A realidade será mais complexa. Haverá oportunidades, perdas, resistência, desigualdades e necessidade de adaptação. Haverá pessoas que conseguirão utilizar a tecnologia para aumentar extraordinariamente a sua capacidade e outras que ficarão para trás. Negar este risco não é humanismo. É condescendência.
Precisamos, por isso, de perguntar que sociedade queremos construir. Uma sociedade mais justa, certamente. Mais humana, sem dúvida. Mas também mais funcional, produtiva, responsável e realista.
Não podemos querer melhores salários sem discutir produtividade. Não podemos exigir melhores serviços públicos sem avaliar a eficiência do Estado. Não podemos defender a competitividade das empresas e, simultaneamente, rejeitar todas as mudanças que a tornam possível. Não podemos falar de realização profissional como se o trabalho tivesse deixado de envolver esforço, exigência, disciplina e responsabilidade.
A utopia é importante enquanto horizonte. Ajuda-nos a definir o sentido da mudança e a imaginar uma sociedade melhor. Mas, quando se transforma num modo de interpretar a realidade, deixa de ser inspiração e passa a ser fuga. A realização não nasce de fingirmos que não existem limites, conflitos ou dificuldades. Nasce da capacidade de os enfrentar.
Também as lideranças precisam de fazer uma escolha. Podem usar a sua posição para alimentar a própria visibilidade ou para produzir transformação. Podem procurar a frase que gera mais partilhas ou assumir a reflexão que provoca mais desconforto. Podem dizer às pessoas aquilo que elas querem ouvir ou convidá-las a olhar para o espelho.
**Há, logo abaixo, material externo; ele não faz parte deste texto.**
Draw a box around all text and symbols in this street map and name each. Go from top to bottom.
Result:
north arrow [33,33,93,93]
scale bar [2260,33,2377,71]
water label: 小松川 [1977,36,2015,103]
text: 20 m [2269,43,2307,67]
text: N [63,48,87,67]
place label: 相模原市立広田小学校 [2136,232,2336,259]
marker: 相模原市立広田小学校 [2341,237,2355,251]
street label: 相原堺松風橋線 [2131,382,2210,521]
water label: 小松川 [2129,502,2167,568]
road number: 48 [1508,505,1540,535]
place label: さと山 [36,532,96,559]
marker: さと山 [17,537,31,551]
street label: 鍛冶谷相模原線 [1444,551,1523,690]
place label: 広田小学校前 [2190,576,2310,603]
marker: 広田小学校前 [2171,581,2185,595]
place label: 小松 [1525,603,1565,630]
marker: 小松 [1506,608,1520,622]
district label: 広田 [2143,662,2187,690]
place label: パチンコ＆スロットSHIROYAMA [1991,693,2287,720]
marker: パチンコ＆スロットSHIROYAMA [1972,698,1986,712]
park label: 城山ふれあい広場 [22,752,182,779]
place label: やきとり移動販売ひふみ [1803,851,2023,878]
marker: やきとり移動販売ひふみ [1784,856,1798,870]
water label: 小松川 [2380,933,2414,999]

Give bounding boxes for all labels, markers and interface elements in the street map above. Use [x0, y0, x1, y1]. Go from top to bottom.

Transformar exige mais do que comunicar. Exige decidir, arriscar, contrariar interesses e aceitar que nem todas as decisões responsáveis são imediatamente populares.
Talvez seja esse o grande problema do nosso tempo. Temos demasiadas pessoas empenhadas em parecer transformadoras e demasiado poucas dispostas a suportar o custo real da transformação.
Precisamos de menos frases feitas e de mais pensamento. Menos mediatismo e mais propósito. Menos culto da personalidade e mais responsabilidade coletiva. Porque uma sociedade que procura permanentemente o aplauso pode criar tendências, alimentar egos e acumular seguidores.
O que dificilmente conseguirá é transformar-se.